Dengan kesepakatan itu akan lahir pemimpin yang mempunyai tingkat kapabilitas,
akseptabilitas, dan elektabilitas tinggi. Politik dalam Islam harus disinari
oleh nilai-nilai esensial yang menjadi rohnya, seperti keadilan dan
kemaslahatan.
Dalam
konteks ini, Islam harus menjadi sumber inspirasi dan moral (Madjid, 2008).
Dalam konteks ini, dinasti politik yang dikritik akhir-akhir ini setelah
penangkapan Akil Mochtar yang menyeret Gubernur Banten Ratu Atut dan
keluarganya, tidak sesuai dengan nilai-nilai Islam yang menekankan keadilan dan
kemaslahatan.
Keharusan
Keadilan
mempunyai makna proporsionalitas. Jika jabatan publik diisi oleh satu keluarga
secara tidak proporsional maka rentan terhadap korupsi dan kolusi. Kaidah agama
menyebutkan bahwa segala sesuatu melewati batas akan menjadi senjata makan
tuan. Dalam politik, check and balances menjadi keharusan sehingga pengawasan
tidak bisa ditinggalkan.
Secara
filosofis, tidak mungkin manusia berlaku benar selamanya, sehingga dibutuhkan
kekuatan penyeimbang untuk check and balance
secara efektif (Madjid, 2008). Monopoli dan sentralitas kekuasaan akan
memandulkan peran pengawasan, sehingga korupsi dan kolusi berjalan secara masif
dan eskalatif tanpa kontrol. Momentum Tahun Hijriah 1435 ini seharusnya
mendorong umat Islam dan bangsa ini untuk mengakhiri dinasti politik yang
mengancam demokrasi partisipatoris.
Kader
terbaik bangsa dari berbagai lapisan masyarakat seyogianya diberi kesempatan
berkompetisi secara elegan dan sportif. Mustahil bangsa ini mengalami lompatan
prestasi jika para kader terbaiknya tidak mendapatkan peluang berkiprah luas.
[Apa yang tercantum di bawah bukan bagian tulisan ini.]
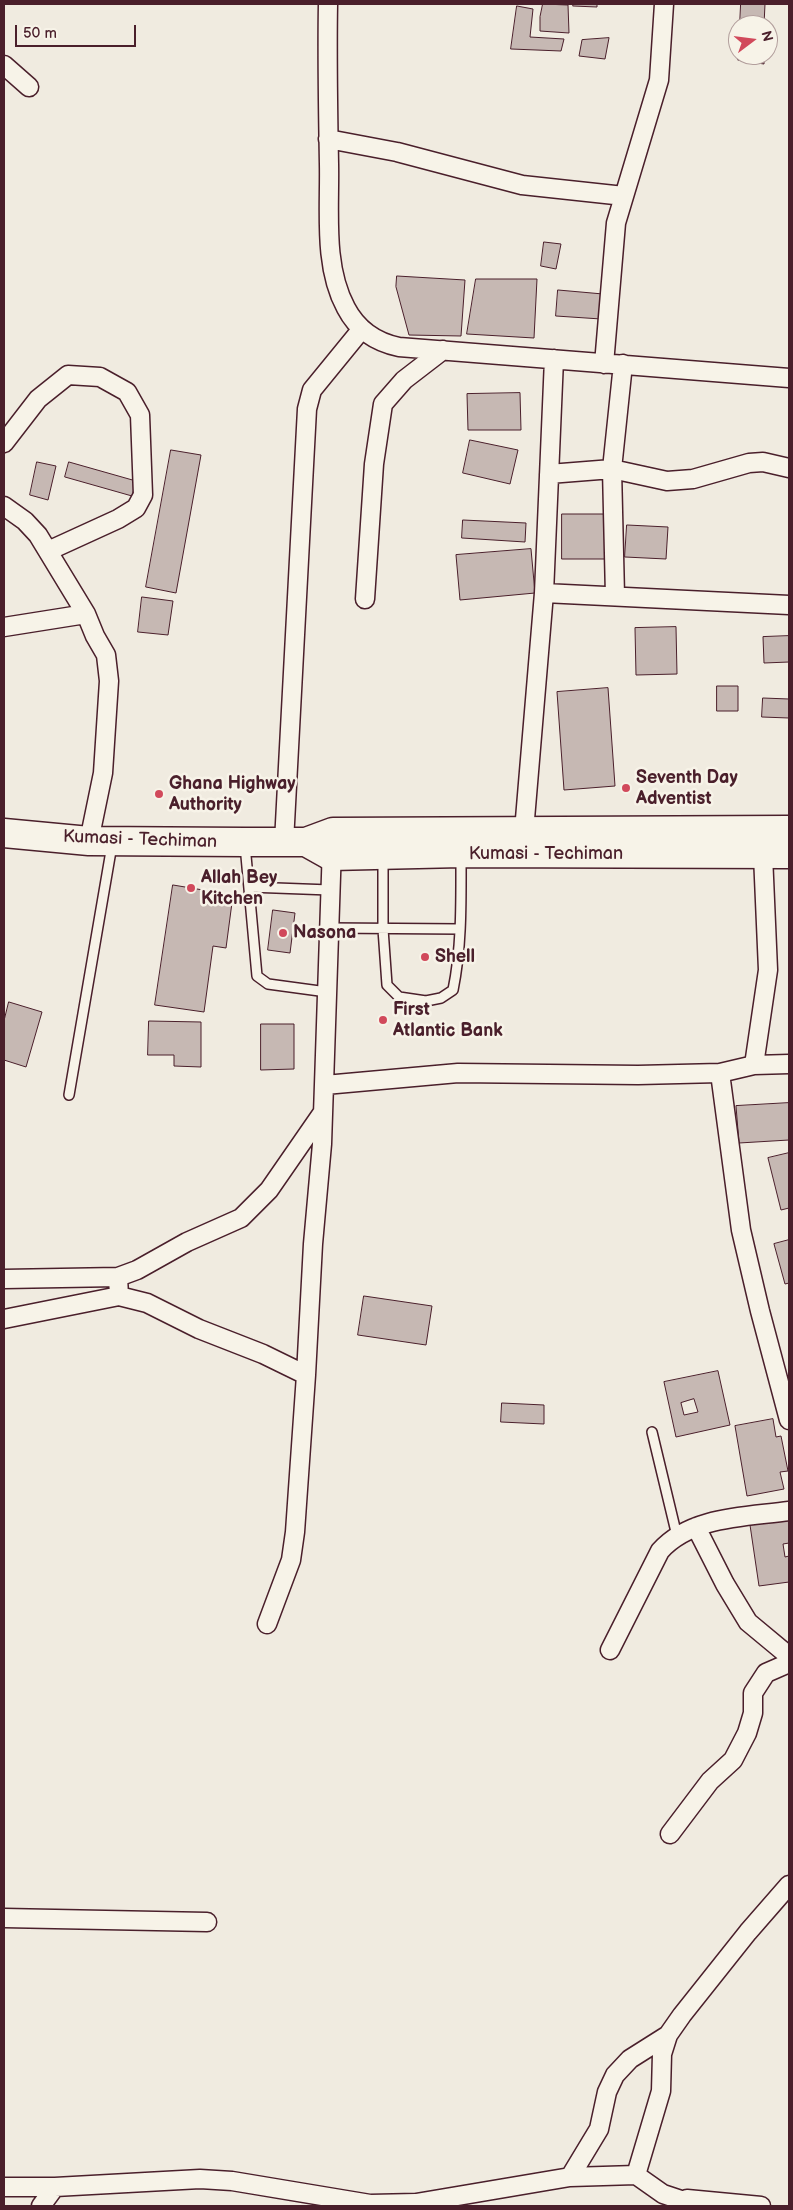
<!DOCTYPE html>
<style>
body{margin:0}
#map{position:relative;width:793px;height:2210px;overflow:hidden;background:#f0ebe0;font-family:"Balsamiq Sans",sans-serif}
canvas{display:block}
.frame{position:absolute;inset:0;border:5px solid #4a1f2b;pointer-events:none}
.north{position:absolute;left:728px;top:15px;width:50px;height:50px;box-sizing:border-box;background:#f7f3e8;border:1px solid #b29e9c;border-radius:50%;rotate:75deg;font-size:14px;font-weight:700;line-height:20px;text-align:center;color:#4a1f2b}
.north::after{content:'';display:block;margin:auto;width:18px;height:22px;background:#d1495b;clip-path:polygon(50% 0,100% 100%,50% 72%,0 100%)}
.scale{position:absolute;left:15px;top:25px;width:121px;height:22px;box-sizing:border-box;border:2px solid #4a1f2b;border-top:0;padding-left:6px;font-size:15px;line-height:18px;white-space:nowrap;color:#4a1f2b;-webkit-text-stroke:4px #f7f3e8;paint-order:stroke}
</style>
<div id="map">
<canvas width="793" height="2210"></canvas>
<div class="frame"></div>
<div class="north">N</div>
<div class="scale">50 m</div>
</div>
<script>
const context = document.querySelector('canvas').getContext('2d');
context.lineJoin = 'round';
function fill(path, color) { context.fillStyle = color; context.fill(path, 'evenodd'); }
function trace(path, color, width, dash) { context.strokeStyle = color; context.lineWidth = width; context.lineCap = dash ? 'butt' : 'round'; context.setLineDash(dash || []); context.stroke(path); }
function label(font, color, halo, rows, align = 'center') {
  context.font = font + ' "Balsamiq Sans",sans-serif'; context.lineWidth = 5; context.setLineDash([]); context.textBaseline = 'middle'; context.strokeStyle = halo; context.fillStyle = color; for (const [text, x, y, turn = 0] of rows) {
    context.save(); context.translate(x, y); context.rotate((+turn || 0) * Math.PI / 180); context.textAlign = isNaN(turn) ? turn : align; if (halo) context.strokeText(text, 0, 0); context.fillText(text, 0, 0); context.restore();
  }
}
const building = new Path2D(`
 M543,4L568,5L569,33L540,31V17Z
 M574,4H597V7L573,6Z
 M741,4H765L764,25H740Z
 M517,6L533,9L530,37L564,39L561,51L511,49Z
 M609,38L605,59L579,56L582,40Z
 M738,55H764V64L738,60Z
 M544,242L561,244L556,269L541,266Z
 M397,276L465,280L461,336L409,335L396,287Z
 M476,279H537L534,338L467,334Z
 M558,290L603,294L601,319L556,316Z
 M520,393L521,430H468L467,394Z
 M470,440L518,450L510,484L463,473Z
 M171,450L201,455L176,593L146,587Z
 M37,462L56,466L48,500L30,495Z
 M69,462L136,481L132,496L65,477Z
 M562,514H610V559H562Z
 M463,520L526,523L525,542L462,538Z
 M627,525L668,527L666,559L625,557Z
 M531,549L535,593L460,600L456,555Z
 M142,597L173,601L168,635L138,632Z
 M676,627L677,674L636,675L635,628Z
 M789,636V662L764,663L763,637Z
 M717,686H738V711H717Z
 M608,688L615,786L564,790L557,692Z
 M763,698L789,699V718L762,717Z
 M173,885L233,895L226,948L213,946L204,1012L155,1005Z
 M273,910L295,913L290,953L268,950Z
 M9,1002L42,1012L26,1067L4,1060V1021Z
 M149,1021L201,1022V1067L174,1066V1055H148Z
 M261,1024H294V1069L261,1070Z
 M789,1103V1140L739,1143L736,1106Z
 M789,1153V1208L781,1210L768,1158Z
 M789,1240V1283L785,1284L774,1244Z
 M364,1296L432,1306L426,1345L358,1335Z
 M718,1371L730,1425L676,1437L664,1382ZM694,1399L698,1412L684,1415L681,1403Z
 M502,1403L544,1405V1424L501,1422Z
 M773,1419L776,1437L781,1436L788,1471L780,1472L784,1489L747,1496L735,1426Z
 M789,1520V1543L783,1544L785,1557L789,1556V1582L759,1586L750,1525Z`);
fill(building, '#c6b8b3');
trace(building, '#4a1f2b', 1);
const service = new Path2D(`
 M245,845L257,976L268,984L327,992
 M383,857V929L387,985L399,997L426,1001L441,998L453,990C462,946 461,900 461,856
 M249,887L330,890
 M329,928L460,929
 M69,1095L112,845
 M652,1432L677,1536`);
const minor = new Path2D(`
 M328,4C327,57 328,111 329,164C330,210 323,266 346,308C357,329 375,342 399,347L789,378
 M4,65L29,87
 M328,139L397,152L522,185L624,196
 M604,364L616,223L659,80L664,4
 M4,443L38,399L68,375L100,377L127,392L140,415L143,495L136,508L118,519L48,551
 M549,474L612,469L667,481L693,479L749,463L763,462L789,468
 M4,506L25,521L38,535L86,614L95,636L106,655L109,681L103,773L89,841
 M544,593L789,605
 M615,596L612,469L623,364
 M365,599L374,464L383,404L404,380L443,350
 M4,627L86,614
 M524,831L544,593L554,359
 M284,842L307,409L312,390L361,330
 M754,1065L768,970L763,855
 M720,1073L741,1230L760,1311L789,1420
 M325,1085L458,1073L638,1075L720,1073L754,1065L789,1064
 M4,1279L118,1277
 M119,1296L118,1277L137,1270L187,1242L241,1218L269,1190L323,1112
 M4,1319L119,1296L147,1303L199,1329L263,1354L306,1375
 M696,1527L725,1584L748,1622L789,1656
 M267,1624L291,1560L295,1532L306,1375L313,1244L322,1144L332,846
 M610,1650L660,1551C691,1516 747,1517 789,1511
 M670,1834L710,1781L733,1760L747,1733L753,1713V1693L766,1673L789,1663
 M4,1918L207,1922
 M636,2175L661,2091L662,2054L668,2035L682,2015L748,1932L789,1885
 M570,2177L599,2129L607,2092L615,2075L630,2059L668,2035
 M4,2187H55L200,2179L232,2181L370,2204L416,2203L570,2177L636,2175L663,2194L699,2206
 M687,2199L761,2206
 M41,2206L55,2187`);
const trunk = new Path2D(`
 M4,833L89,841L245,842H306L333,832L789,830
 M306,842L331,856L461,853L789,854`);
trace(service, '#4a1f2b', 12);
trace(minor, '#4a1f2b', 21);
trace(trunk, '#4a1f2b', 31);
trace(service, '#f7f3e8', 9);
trace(minor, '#f7f3e8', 18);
trace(trunk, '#f7f3e8', 28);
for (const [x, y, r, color] of [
 [626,788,5,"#d1495b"],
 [159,794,5,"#d1495b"],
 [191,888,5,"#d1495b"],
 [283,933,5,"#d1495b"],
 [425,957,5,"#d1495b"],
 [383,1020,5,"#d1495b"]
]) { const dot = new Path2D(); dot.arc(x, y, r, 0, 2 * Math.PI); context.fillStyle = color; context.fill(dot); trace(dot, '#f7f3e8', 2); }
label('bold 18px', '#4a1f2b', '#f7f3e8', [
 ["Seventh Day",636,778],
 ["Adventist",636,799],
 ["Ghana Highway",169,784],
 ["Authority",169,805],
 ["Allah Bey",201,878],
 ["Kitchen",201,899],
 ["Nasona",293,933],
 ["Shell",435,957],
 ["First",393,1010],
 ["Atlantic Bank",393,1031]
], 'left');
label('18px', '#4a1f2b', '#f7f3e8', [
 ["Kumasi - Techiman",140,840,2],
 ["Kumasi - Techiman",546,854]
]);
</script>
Menurut Rizal Ramli (2013), garudagaruda muda sebenarnya bisa terbang tinggi
namun dibelenggu feodalisme dan KKN. Selama dua hal ini tidak hilang sangat
sulit bagi kader-kader muda untuk membawa bangsa ini ke level tinggi seperti di
negaranegara maju.
Untuk
mengakhiri dinasti politik, butuh keberanian dari seluruh lapisan masyarakat
menyuarakan larangan memonopoli kekuasaan. Wakil rakyat di DPR dan DPD
seyogianya segera mengusulkan RUU tentang larangan dinasti politik supaya tidak
terjadi absolusitas kekuasaan oleh satu keluarga.
Akhirnya,
kita harus terus memperjuangkan keterbukaan informasi dalam segala bidang.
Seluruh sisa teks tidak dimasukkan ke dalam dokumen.